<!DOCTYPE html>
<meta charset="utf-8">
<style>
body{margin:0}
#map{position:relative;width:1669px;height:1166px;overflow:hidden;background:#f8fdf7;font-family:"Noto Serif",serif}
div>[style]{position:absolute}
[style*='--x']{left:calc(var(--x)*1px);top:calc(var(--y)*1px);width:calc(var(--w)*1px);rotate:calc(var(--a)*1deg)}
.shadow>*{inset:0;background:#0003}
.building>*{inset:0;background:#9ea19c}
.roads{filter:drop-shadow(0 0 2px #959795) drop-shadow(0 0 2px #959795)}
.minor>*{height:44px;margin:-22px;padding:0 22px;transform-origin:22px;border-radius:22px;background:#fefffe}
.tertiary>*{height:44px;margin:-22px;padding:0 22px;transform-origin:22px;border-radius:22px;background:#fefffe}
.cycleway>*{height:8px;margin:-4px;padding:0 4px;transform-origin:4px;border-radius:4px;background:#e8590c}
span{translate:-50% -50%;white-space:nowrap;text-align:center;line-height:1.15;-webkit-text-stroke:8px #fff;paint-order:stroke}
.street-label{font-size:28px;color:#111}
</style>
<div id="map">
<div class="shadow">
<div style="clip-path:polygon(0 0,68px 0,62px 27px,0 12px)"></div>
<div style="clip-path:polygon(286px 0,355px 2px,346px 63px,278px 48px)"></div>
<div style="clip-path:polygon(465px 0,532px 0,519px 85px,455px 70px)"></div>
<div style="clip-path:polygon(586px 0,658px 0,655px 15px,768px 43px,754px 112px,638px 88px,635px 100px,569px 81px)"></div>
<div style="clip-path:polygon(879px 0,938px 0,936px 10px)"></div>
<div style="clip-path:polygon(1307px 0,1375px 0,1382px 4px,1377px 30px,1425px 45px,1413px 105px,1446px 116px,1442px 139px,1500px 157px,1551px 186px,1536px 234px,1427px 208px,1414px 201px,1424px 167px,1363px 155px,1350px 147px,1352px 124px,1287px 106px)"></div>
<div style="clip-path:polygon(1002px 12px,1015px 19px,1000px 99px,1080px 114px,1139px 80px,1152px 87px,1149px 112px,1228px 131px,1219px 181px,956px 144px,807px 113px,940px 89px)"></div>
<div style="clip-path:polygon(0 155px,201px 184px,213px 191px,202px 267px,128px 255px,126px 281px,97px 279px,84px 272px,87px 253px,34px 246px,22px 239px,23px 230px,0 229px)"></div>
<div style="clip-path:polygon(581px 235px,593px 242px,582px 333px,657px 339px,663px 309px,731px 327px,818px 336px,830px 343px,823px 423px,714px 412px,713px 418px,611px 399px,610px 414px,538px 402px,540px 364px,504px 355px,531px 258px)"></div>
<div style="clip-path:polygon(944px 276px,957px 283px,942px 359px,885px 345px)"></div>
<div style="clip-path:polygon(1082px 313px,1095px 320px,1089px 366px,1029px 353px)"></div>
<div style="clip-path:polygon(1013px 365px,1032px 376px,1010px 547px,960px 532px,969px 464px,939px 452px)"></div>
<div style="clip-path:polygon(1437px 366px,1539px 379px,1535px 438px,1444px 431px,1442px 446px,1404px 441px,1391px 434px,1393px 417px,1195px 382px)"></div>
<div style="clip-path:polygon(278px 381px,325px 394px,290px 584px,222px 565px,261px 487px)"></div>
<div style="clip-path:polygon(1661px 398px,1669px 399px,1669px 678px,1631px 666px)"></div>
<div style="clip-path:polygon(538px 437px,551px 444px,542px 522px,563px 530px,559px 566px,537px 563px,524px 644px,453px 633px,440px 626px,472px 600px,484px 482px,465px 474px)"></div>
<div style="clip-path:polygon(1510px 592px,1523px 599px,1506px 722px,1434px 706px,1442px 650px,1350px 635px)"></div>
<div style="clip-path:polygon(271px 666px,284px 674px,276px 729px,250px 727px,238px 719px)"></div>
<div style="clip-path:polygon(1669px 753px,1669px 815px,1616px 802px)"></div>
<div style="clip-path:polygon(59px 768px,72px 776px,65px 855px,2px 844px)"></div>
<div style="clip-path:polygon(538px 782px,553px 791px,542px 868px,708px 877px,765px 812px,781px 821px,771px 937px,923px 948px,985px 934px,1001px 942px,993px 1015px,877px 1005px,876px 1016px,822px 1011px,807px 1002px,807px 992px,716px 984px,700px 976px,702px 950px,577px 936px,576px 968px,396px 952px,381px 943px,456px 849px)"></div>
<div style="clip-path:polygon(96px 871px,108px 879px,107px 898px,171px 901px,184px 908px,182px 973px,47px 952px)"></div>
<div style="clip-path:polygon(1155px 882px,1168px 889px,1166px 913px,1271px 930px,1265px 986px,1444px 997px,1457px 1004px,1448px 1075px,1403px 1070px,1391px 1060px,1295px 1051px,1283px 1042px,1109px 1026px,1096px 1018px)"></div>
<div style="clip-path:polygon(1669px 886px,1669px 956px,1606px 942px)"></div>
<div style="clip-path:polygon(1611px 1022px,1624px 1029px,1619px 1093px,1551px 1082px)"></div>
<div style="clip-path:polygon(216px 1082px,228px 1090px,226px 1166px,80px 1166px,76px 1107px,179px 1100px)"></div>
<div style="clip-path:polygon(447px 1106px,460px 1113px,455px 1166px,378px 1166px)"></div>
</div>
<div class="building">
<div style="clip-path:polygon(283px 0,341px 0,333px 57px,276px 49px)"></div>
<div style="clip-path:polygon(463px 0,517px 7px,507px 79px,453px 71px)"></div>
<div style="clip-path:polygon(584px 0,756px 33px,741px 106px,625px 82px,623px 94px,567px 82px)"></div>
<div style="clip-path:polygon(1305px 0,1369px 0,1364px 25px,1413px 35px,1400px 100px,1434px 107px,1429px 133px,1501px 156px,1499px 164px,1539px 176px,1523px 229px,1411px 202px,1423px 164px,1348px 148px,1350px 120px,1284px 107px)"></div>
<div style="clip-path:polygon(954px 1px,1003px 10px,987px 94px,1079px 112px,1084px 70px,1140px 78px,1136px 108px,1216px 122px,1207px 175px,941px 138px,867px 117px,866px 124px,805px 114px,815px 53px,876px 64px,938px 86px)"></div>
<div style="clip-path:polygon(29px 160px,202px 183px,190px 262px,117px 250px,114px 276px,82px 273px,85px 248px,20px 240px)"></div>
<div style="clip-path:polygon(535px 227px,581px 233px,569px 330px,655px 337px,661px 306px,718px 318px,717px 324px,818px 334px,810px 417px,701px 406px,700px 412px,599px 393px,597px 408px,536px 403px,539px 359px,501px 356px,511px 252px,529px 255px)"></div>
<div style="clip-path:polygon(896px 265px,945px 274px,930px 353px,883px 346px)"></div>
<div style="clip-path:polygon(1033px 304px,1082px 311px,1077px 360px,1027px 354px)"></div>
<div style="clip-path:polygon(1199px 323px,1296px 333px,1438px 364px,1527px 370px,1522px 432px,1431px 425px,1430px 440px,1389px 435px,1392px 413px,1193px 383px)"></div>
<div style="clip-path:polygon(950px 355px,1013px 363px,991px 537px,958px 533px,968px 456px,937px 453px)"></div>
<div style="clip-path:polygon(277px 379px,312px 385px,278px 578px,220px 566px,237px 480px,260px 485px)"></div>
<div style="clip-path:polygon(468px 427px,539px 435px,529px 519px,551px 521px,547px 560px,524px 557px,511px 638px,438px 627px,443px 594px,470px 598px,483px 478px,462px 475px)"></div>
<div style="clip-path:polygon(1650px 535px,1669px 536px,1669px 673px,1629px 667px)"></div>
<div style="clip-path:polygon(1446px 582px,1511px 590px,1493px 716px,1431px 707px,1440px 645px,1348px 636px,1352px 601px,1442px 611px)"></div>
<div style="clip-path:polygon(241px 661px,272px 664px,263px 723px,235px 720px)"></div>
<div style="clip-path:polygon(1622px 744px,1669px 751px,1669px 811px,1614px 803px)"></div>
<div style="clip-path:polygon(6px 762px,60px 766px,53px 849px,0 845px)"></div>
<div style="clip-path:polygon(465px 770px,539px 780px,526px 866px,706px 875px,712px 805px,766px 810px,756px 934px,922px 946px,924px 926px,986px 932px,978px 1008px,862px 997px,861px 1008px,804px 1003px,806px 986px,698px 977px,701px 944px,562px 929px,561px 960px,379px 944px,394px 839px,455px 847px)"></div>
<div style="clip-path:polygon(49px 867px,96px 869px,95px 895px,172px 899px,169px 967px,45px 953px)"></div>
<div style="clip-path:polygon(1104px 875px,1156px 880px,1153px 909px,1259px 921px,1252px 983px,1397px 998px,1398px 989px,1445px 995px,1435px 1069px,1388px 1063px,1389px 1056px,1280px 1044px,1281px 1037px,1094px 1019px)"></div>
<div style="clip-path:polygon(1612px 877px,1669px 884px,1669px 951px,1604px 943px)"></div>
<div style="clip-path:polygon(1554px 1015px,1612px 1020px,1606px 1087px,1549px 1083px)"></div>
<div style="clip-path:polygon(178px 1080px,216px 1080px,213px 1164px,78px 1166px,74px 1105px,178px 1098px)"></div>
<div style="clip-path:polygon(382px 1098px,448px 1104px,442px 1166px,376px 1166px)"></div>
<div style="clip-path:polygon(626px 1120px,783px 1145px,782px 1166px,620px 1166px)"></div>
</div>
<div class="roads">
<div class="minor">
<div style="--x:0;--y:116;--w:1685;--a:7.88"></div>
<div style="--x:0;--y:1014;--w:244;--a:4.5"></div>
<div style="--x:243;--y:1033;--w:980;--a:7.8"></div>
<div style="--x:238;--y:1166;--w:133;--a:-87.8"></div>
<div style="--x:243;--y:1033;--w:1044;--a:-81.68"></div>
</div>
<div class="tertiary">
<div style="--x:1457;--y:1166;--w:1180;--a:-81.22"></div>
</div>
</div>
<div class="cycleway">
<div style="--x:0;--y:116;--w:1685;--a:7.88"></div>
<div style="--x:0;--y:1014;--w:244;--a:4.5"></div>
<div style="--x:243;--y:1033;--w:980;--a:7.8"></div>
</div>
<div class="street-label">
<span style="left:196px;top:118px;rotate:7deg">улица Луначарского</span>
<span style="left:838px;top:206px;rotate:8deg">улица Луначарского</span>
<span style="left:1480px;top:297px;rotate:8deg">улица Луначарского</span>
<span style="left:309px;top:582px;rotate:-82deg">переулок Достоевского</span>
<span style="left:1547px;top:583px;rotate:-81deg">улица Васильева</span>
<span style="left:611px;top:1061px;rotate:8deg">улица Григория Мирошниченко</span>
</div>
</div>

Assignment
Using the material above, find each line that holds "position" and copy that line.

Solved problem
#map{position:relative;width:1669px;height:1166px;overflow:hidden;background:#f8fdf7;font-family:"Noto Serif",serif}
div>[style]{position:absolute}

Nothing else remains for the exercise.